When you review your monthly obligations, you allot funds for typical mandatory costs such as; rent/mortgage, utilities, food, and transport. In the early stages of your debt-reduction plan, you will still be working from a deficit position until the balance sheet tips into the “green” or credit zone. Recreation and leisure should be seen as a non-negotiable monthly expense. It is the amount you choose to set aside for entertainment or downtime that differs. Initially, there will be a need to look at activities that will cost you very little or nothing at all. Eating out, for example, is not a good idea, at least not at the start of your journey to becoming debt-free. Some low-cost recreation or leisure activities could be:

  • Streaming movies (great for the family) through low monthly memberships. If streaming is not an option, taking out DVDs at a local library or community centre may be an alternative.
  • Popcorn and storytelling night
  • Games night – have a digital competition with your children, partner or friends
  • Board games Saturday (board games are making a comeback!)
  • Sports activities such as hikes, walks, cycling or swimming
  • Reading and discussion night or weekend
  • Beachcombing

You get the idea. Nevertheless, when reaching an important debt-reduction milestone, celebrations are in order. This could be an opportunity for eating out provided you don’t go overboard and keep spending in check! This can be achieved by using cash only, which means, that you set aside an envelope for funds for eating out ahead of time (for example $10-15 each month). The idea of setting aside actual cash may sound from another century yet there’s much to be said for using hard, visible cash. You know exactly what you have in hand and won’t go beyond that amount; this is generally not so when using debit cards (credit cards are definitely not an option!)

Recreational activities for a family, couple or single person will differ and will require a bit of creative thinking. For the not so imaginative types; libraries offer good resources on activities that are appropriate to one’s personal situation. Libraries and community centres also publish calendars of events, available online in most cases. An online search for free or low-cost activities will also generate hundreds of useful links, worth looking into.
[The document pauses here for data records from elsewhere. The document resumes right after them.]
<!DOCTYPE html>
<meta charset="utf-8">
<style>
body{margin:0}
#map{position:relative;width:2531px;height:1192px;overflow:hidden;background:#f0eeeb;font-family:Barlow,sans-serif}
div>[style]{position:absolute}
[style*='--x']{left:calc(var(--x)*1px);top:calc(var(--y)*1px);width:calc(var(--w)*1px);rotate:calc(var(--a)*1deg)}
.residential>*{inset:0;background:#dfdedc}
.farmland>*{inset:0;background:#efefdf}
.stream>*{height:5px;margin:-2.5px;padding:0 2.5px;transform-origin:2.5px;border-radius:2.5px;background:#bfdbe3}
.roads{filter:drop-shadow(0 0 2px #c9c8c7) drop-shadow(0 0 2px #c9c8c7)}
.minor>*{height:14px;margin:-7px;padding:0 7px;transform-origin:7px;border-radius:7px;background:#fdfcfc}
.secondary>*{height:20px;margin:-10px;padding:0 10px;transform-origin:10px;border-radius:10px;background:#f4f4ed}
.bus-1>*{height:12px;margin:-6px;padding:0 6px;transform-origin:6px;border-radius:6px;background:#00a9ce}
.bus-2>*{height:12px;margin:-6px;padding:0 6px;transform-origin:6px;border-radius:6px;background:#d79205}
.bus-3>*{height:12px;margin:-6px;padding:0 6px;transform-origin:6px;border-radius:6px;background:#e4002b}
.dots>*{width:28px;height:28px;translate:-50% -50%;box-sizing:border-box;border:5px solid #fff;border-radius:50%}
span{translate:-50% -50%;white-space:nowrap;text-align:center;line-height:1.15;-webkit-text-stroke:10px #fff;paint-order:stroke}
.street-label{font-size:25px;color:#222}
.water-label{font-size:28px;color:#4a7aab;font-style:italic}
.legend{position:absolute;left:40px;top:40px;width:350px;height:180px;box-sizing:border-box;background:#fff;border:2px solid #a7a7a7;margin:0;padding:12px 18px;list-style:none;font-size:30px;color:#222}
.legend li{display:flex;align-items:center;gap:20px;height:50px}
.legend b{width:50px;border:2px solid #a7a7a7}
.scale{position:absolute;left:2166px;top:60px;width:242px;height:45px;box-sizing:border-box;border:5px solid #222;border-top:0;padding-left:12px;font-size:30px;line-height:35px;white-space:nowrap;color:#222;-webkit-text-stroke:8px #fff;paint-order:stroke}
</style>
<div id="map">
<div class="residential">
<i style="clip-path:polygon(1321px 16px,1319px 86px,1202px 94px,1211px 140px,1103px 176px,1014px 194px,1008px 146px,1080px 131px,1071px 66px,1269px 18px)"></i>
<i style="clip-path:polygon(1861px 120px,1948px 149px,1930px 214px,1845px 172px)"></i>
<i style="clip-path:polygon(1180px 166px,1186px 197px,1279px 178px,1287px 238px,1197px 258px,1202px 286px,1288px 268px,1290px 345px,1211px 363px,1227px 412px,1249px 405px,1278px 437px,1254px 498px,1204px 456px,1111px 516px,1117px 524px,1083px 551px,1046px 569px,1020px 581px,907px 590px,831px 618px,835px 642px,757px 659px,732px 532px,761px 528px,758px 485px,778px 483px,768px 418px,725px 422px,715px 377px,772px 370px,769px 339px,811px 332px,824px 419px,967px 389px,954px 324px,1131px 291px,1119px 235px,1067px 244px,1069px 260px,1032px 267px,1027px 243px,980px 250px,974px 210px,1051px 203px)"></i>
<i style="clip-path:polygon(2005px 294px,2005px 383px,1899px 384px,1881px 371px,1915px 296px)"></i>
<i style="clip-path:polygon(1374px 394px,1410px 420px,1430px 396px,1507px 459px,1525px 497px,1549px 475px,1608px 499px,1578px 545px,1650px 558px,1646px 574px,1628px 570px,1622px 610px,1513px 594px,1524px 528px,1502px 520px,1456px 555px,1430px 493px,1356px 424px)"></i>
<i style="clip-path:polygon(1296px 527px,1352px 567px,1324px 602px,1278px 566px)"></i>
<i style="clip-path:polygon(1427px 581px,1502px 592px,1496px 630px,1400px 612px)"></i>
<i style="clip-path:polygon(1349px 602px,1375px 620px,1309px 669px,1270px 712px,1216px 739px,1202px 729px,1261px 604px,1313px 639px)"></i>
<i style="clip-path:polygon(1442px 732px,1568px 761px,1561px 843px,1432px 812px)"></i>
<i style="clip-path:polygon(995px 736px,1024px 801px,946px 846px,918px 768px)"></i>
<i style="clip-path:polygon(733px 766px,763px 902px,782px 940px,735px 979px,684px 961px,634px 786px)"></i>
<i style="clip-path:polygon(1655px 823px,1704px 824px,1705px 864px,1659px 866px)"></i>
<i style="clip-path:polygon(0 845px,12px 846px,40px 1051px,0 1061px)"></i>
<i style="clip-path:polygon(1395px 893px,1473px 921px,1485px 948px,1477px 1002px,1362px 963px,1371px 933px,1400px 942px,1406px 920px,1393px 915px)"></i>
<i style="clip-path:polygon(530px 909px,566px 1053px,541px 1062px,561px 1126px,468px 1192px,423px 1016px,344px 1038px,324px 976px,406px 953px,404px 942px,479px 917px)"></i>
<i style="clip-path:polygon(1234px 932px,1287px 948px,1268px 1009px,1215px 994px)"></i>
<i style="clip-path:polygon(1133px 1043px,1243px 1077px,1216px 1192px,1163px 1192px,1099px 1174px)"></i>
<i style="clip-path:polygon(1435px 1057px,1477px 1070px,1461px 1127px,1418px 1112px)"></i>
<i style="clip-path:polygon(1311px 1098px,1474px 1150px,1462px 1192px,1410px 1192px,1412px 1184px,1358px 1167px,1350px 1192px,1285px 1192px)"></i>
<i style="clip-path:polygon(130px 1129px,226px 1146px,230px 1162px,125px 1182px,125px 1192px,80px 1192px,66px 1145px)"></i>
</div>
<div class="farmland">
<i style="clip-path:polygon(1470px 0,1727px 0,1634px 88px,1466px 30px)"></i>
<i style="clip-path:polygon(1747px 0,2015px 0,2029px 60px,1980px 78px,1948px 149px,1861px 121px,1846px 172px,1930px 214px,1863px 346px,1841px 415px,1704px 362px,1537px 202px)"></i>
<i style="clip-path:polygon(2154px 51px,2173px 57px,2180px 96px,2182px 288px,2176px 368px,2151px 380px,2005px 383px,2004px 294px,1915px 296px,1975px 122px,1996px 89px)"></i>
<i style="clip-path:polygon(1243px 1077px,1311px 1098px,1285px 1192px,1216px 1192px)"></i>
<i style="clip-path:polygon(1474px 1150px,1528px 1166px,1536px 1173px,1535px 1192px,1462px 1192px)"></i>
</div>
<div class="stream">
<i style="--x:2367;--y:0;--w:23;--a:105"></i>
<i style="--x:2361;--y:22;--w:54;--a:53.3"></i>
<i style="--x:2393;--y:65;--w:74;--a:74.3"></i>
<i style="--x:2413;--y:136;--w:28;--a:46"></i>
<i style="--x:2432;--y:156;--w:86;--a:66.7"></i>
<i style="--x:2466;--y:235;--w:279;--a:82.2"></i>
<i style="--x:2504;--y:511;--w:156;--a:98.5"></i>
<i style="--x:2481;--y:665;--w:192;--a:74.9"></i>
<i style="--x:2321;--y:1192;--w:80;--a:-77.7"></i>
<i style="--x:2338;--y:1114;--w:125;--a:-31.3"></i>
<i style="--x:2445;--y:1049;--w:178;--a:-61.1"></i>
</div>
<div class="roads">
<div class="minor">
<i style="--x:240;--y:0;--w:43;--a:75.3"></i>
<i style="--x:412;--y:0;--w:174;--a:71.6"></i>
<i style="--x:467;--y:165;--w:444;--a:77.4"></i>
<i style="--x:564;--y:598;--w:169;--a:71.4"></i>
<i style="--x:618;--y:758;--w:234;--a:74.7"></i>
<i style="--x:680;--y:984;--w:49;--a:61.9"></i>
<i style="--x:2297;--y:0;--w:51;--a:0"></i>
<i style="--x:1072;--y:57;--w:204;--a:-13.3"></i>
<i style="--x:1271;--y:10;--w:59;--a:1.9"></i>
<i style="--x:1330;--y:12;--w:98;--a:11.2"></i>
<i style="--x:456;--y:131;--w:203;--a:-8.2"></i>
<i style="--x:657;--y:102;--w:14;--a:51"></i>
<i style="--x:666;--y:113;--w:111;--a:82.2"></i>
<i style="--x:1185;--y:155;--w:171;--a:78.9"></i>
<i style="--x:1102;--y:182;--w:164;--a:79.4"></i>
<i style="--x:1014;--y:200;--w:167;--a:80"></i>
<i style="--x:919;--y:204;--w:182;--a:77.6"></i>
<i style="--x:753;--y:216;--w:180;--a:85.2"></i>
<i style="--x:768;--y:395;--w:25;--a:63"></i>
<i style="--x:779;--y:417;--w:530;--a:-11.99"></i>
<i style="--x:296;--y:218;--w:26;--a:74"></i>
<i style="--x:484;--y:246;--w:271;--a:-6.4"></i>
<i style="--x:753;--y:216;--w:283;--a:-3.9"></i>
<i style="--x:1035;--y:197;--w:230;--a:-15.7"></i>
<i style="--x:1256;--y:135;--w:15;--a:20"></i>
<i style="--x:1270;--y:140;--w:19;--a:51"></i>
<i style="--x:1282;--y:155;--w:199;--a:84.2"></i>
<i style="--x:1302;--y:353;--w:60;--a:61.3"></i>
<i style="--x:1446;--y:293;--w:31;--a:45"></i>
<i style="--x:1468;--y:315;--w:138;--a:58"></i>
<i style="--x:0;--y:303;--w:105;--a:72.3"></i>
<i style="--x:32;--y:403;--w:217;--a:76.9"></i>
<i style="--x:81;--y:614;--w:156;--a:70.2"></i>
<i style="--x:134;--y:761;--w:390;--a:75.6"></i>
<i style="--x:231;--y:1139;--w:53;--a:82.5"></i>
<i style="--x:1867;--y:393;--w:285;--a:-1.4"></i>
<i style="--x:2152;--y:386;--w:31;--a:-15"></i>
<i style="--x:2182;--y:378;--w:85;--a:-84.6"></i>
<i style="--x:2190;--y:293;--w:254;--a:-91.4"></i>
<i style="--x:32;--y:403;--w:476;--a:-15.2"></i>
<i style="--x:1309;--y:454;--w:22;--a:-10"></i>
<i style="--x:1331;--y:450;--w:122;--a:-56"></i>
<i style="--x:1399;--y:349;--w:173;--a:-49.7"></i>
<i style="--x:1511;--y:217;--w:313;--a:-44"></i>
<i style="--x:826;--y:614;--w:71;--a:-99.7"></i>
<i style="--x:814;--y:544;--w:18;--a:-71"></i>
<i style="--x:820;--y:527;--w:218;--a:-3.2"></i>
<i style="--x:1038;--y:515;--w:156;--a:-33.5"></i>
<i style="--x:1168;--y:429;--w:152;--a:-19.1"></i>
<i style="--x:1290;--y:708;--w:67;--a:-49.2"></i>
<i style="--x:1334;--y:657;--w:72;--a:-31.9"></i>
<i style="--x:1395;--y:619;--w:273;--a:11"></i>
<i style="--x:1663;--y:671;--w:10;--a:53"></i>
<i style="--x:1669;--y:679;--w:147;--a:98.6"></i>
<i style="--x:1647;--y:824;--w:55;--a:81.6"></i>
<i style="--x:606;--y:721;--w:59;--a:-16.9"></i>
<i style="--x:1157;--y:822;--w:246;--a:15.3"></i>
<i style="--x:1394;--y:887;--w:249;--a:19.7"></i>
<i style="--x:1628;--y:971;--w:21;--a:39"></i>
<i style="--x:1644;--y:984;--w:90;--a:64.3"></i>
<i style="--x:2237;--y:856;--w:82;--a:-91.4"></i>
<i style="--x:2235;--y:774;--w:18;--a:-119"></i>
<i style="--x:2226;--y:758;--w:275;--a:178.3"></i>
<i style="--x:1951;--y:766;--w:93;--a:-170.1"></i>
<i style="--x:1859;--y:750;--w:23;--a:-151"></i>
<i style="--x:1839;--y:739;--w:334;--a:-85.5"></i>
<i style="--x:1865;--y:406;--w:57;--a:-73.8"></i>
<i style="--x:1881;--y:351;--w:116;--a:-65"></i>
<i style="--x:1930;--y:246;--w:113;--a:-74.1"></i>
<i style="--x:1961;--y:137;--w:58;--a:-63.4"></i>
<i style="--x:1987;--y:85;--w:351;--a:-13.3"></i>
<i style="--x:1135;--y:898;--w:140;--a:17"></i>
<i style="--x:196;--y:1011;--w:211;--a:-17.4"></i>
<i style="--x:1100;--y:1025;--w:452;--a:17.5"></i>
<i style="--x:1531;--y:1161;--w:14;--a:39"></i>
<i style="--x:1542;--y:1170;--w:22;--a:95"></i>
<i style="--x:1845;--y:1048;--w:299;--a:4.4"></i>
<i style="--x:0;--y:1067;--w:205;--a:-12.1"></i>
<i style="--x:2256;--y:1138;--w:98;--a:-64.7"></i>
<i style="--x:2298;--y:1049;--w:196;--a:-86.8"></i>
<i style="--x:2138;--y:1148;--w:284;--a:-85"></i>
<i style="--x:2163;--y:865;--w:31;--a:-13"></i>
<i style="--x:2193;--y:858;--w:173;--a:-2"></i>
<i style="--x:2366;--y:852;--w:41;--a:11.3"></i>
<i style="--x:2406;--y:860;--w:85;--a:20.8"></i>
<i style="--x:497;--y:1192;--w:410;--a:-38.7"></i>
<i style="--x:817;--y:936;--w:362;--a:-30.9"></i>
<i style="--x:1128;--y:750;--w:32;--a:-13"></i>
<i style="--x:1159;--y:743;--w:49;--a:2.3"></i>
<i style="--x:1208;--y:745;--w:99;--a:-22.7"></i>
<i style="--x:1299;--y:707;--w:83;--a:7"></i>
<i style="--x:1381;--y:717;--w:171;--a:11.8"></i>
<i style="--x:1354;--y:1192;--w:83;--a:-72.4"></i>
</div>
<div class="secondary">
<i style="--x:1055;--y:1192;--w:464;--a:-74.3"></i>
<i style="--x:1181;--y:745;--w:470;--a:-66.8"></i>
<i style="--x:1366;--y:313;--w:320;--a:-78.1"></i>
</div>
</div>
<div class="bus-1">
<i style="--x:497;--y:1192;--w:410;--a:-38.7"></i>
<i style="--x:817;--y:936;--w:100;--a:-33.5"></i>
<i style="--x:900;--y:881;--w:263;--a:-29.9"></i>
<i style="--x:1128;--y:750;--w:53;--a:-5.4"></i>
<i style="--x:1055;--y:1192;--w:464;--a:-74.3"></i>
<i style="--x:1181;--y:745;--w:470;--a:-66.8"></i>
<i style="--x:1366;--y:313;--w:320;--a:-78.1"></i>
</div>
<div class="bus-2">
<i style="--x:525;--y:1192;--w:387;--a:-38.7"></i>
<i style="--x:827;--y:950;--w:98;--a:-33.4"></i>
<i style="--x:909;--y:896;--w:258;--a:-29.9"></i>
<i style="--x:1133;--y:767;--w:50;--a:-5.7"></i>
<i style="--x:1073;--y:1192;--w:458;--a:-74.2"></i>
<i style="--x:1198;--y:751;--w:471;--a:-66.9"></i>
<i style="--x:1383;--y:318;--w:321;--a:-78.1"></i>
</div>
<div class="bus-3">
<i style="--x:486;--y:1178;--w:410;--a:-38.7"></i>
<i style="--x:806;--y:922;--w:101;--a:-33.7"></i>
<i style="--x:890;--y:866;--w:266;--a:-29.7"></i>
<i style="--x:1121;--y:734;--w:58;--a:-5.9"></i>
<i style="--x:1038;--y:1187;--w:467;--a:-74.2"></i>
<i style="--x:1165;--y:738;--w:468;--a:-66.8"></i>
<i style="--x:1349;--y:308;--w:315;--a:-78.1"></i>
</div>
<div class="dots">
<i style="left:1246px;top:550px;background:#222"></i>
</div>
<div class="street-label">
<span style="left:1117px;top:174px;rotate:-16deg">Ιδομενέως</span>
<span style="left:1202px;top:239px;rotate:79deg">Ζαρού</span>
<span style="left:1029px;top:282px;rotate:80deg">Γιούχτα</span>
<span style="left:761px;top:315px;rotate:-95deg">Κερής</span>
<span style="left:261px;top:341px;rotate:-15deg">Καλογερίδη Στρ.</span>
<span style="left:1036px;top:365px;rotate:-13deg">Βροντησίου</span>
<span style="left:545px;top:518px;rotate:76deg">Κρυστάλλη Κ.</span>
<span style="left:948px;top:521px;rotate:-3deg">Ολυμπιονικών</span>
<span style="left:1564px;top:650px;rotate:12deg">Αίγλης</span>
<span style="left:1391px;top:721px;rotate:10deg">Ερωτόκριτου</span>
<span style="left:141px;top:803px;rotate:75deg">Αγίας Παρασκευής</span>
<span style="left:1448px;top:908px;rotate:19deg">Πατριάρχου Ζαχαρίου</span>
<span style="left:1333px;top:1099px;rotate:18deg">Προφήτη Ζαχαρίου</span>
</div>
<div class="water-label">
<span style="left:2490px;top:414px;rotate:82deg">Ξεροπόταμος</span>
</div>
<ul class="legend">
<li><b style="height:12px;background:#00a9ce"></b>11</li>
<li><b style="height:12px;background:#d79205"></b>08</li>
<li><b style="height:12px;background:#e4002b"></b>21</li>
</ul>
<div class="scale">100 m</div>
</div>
My point is that you don’t want to overlook the vital aspect of recreation and allow time to recharge your batteries. It’s a sure way to keep positive and energetic in your pursuit of a debt-free life. A side benefit is that seeing recreation as a necessary part of your life gives you permission to embrace it guilt-free. In my own journey to becoming debt-free, it helped me stay the course when the going got tough. I hope that you will find it a beneficial and liberating step to getting out of debt.